I race my faith through the prophecies
and weigh their dogmatic properties,
compare their redeeming qualities
with my own judgement's merit.
Their appealing glittering mysteries,
their magic meaningless histories,
refuse my brain's abilities
to adopt the mask and wear it.

My vision swings from tottering stacks
of ancient books with curling backs
and yellow pages to the tracks
of refugees and drifters.
Defeated souls have passed this way,
too weak to wish, too proud to pray.
They've trudged away to denser days,
collecting aches and blisters.

I lie and brood for forty days
and nights, and jump from phase to phase
and flog with dreams my melting clay
and hug my ribs against me.
A voice roars, a thunder cries
my name.

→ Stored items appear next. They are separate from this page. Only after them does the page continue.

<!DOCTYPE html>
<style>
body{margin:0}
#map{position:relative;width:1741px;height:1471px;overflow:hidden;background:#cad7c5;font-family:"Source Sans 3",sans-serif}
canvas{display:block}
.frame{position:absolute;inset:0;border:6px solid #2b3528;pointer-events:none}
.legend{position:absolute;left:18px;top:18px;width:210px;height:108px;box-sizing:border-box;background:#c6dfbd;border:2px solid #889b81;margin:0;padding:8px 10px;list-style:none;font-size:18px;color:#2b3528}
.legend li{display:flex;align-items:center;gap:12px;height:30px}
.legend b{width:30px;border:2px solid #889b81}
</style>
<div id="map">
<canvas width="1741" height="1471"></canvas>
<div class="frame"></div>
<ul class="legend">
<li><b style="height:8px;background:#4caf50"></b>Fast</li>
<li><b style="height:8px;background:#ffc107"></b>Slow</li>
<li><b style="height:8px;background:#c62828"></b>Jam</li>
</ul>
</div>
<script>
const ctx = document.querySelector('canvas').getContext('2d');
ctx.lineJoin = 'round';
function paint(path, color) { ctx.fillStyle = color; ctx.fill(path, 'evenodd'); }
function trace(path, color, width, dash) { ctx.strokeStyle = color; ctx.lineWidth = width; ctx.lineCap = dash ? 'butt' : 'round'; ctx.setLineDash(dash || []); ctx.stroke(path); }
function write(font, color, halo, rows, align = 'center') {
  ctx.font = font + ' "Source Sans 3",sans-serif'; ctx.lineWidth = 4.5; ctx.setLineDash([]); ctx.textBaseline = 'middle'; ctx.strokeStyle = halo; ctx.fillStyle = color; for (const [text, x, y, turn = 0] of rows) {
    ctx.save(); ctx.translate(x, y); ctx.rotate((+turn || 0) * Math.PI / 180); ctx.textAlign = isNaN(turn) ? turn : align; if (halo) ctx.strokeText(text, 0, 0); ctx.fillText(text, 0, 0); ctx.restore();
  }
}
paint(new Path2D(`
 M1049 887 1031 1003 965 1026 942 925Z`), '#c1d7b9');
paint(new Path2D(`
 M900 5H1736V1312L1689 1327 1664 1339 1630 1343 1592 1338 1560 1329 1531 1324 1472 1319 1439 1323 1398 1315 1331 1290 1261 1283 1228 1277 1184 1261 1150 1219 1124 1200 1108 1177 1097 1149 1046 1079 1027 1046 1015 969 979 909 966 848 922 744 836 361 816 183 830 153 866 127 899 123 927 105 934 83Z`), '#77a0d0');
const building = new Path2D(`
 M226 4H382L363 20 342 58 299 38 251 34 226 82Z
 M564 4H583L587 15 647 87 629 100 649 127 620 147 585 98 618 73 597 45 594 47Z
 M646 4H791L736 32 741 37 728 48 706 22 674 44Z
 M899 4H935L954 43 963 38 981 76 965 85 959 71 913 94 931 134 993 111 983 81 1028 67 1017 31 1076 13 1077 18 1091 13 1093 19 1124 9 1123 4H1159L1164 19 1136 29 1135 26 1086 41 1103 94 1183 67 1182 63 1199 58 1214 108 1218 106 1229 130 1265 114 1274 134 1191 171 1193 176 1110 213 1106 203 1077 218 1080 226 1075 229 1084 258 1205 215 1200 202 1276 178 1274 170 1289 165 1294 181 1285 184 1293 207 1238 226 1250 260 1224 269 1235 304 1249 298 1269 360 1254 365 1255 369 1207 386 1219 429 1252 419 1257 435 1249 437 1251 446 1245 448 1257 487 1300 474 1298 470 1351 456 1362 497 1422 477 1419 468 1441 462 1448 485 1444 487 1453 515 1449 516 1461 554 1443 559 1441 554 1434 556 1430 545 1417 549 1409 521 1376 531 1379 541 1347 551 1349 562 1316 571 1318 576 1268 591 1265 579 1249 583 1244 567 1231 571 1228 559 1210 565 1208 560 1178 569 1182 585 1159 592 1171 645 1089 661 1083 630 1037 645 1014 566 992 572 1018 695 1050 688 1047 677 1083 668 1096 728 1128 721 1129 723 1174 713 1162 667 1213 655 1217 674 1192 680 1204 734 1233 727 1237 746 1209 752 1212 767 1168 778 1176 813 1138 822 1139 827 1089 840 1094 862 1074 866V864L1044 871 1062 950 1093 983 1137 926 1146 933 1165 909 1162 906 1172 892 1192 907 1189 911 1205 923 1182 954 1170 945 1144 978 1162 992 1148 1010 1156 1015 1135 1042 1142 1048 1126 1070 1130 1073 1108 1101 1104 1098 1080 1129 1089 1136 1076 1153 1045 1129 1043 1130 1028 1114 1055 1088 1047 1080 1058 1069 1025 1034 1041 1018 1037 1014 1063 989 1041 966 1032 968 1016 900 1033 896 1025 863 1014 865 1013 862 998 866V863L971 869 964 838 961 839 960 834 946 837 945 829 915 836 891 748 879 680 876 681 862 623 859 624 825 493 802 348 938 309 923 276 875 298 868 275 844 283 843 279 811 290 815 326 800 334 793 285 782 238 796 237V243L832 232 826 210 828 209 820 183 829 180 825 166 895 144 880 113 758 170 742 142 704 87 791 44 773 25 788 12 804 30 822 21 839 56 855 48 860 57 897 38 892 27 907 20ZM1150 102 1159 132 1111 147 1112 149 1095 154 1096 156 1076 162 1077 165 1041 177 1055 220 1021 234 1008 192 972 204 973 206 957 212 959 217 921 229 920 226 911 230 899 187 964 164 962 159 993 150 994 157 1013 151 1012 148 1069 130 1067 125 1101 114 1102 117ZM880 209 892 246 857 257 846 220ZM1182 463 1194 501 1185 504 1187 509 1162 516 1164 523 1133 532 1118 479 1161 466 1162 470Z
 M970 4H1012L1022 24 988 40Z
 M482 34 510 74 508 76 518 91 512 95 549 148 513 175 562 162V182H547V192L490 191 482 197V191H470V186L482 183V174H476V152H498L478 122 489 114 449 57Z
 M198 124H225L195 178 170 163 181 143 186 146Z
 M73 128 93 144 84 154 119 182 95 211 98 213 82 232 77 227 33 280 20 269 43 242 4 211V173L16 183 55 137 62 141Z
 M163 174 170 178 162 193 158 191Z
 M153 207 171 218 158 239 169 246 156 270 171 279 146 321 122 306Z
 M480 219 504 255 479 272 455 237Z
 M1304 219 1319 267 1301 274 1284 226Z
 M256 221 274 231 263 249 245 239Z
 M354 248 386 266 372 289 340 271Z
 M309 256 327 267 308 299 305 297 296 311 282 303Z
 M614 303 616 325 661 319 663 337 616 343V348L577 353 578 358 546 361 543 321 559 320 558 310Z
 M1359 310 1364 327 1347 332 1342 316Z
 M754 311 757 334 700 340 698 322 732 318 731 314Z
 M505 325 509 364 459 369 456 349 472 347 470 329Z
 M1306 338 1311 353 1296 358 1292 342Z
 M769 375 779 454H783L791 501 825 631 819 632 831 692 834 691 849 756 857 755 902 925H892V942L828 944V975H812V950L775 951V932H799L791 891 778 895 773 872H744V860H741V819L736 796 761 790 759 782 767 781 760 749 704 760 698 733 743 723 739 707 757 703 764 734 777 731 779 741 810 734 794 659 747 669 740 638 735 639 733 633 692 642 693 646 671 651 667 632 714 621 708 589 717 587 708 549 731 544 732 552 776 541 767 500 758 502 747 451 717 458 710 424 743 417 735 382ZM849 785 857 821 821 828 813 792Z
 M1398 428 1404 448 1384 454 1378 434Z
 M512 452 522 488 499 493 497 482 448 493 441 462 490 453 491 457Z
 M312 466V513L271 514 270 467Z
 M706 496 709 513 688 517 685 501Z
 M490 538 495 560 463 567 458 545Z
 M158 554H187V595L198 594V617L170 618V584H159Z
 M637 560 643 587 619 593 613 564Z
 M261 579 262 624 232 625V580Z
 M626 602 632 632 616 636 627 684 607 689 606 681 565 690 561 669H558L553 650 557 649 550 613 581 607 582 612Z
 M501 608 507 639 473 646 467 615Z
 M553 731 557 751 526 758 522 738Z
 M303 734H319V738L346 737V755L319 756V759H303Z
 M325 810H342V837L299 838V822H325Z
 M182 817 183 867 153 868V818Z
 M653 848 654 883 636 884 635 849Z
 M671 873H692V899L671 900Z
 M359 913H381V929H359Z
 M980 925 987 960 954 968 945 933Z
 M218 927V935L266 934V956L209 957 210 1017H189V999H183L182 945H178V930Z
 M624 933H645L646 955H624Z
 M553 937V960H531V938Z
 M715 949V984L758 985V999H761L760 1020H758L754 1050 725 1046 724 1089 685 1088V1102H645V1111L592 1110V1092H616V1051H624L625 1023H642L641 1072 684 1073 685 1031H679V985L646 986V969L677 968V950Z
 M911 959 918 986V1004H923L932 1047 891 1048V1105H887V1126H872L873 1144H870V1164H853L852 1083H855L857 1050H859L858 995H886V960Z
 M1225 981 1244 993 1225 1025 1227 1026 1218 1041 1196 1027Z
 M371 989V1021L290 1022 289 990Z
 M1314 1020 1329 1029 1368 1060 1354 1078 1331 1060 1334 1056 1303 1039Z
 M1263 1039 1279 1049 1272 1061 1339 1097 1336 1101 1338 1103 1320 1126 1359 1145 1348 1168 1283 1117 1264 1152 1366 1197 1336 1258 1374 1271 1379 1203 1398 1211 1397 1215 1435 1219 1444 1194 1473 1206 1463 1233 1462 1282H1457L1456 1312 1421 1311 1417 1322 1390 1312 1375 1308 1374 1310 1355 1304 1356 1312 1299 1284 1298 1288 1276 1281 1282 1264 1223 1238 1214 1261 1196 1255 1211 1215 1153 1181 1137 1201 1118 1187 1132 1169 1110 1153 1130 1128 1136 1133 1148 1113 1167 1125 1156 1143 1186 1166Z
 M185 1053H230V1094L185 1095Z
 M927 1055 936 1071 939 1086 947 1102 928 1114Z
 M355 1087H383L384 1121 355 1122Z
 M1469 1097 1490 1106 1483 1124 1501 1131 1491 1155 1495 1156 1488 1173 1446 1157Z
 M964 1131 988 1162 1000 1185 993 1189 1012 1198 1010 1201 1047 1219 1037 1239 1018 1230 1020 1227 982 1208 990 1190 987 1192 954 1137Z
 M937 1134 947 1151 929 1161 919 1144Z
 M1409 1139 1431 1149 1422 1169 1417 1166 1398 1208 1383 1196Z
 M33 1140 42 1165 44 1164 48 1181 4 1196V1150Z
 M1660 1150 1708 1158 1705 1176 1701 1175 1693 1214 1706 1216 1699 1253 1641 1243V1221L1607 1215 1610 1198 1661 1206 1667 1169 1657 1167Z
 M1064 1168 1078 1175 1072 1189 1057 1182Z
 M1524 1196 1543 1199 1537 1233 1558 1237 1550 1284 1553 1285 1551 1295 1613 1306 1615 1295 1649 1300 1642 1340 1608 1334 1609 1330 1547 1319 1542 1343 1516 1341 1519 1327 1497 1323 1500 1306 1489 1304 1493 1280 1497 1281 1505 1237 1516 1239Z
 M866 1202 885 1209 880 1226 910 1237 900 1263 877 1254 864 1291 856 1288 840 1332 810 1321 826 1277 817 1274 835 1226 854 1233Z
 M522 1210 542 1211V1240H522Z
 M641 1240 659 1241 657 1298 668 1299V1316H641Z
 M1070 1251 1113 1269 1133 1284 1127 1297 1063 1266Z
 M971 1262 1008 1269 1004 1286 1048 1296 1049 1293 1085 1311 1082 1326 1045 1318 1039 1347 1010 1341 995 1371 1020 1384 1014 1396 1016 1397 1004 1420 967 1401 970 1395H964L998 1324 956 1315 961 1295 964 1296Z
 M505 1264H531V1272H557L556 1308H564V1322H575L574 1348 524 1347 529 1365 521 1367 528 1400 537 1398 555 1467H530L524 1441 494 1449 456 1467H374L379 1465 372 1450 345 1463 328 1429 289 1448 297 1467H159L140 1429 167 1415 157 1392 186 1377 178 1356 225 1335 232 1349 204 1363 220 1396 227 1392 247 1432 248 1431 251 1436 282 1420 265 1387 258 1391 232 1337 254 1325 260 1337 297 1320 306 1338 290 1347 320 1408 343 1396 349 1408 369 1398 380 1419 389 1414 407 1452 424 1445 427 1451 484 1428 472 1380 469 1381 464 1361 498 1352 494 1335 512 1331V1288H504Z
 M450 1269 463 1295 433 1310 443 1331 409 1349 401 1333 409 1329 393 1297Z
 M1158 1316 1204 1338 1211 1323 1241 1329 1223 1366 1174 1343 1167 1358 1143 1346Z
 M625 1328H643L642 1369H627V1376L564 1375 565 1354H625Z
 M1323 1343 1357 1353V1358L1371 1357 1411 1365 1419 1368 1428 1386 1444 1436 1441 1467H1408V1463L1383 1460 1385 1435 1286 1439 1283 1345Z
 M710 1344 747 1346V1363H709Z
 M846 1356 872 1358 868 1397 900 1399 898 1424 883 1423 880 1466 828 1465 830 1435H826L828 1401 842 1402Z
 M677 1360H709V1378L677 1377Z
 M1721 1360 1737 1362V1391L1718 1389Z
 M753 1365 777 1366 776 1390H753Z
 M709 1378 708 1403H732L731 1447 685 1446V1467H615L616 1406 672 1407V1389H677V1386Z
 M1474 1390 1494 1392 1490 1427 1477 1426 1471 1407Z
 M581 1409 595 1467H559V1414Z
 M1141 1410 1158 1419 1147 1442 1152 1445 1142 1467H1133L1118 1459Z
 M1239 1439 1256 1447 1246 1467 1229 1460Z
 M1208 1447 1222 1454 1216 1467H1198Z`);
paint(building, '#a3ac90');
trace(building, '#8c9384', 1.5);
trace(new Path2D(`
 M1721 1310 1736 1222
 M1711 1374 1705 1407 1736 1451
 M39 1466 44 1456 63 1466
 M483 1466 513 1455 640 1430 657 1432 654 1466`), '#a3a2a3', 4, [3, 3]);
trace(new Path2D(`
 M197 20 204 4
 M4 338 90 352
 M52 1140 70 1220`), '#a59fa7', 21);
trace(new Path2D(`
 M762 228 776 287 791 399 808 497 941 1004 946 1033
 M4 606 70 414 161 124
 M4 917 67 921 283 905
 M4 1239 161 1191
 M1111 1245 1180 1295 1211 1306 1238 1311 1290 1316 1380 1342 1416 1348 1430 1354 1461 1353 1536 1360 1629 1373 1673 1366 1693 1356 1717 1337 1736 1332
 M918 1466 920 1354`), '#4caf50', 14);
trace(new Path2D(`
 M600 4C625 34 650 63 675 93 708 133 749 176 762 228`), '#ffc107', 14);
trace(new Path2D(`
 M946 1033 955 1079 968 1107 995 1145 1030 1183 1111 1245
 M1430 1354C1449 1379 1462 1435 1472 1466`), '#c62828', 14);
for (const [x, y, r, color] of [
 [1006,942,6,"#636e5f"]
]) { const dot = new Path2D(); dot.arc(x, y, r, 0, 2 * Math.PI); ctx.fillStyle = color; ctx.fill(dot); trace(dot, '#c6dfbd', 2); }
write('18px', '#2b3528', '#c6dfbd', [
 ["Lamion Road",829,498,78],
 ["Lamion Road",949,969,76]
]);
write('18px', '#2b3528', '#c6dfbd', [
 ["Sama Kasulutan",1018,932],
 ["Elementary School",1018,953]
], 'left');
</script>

My heart and fevered eyes
respond with ancient flames, arise
and torch the bonds that fence me.

As I stand up my shackles slip.
I hide my curse and nurse my wit.
My jaws clamp shut on the future's bit;
I'm saddled to ride in the morning
down any path or likely route
where willow creeks and stony buttes
beckon me, allure my boots
with their promises and warnings.

My lips suck dry the river's flood,
I slosh across its muck and mud,
refresh its spring with my own warm blood
and scale the immaculate canyon
to the rim where wine-trees shout their fruit
and singing vines sink deep dry roots,
with flower horns and thistle flutes
my only true companions.

Through stubborn gates in the pre-dawn wall
the shadows glide and the visions fall;
the stars retreat and the mem'ries call
their warriors out to the bridges.
Dawn's pink hand smites the blue of night;
my will defends my freedom's right
to loot the past and aim its flight
at the sunrise over the ridges.

The prison's sieged by doubts. They're thrown
like spears of iron on bricks of bone.
The safe-boat comes, I leave alone.
The jewels gleam away in the water.
I float from the shore's fast-clinging sight,
from the caving roofs of the ruined night,
to meet the beacon of the surging light:
the future's young toddling daughter.

She climbs my leg as I thrust my heels
under time's hot sand where her first appeals
are sunken now. Her spirit feels
the tide with anxious hunger.
Her hugging arms wrap up my head,
surround my forces, kill my dread.
Her mouth makes gold my thoughts of lead,
her look turns knowing younger.

She lures my love to her mother's nest
and conceives herself in desire's breast
where her singing strings provide my rest
with labors worth serving her voice.
The child grows tall in my patient mind;
to my reeling sleep her touch is kind,
to my swaying brink her step is blind,
to my outlook she's bringing her choice.

She shall spill my truth to the mountains wide,
deliver my song with delight and pride,
redeem my dreams with her own heart's tide
waving in on the rocks of the nation.
As my story chants she'll dance her praise,
beat my fleeting drum with her golden rays;
she'll wind her roots with her branches raised
in the breath of her interpretation.

She may one day stall in reading me
long past her narrowing need of me,
laugh and recline and recede from me
to her love's response to her journey.
And I shall be found in my history,
in nature's continuing mystery,
in freedom's developing victory,
in my will and my work and my learning.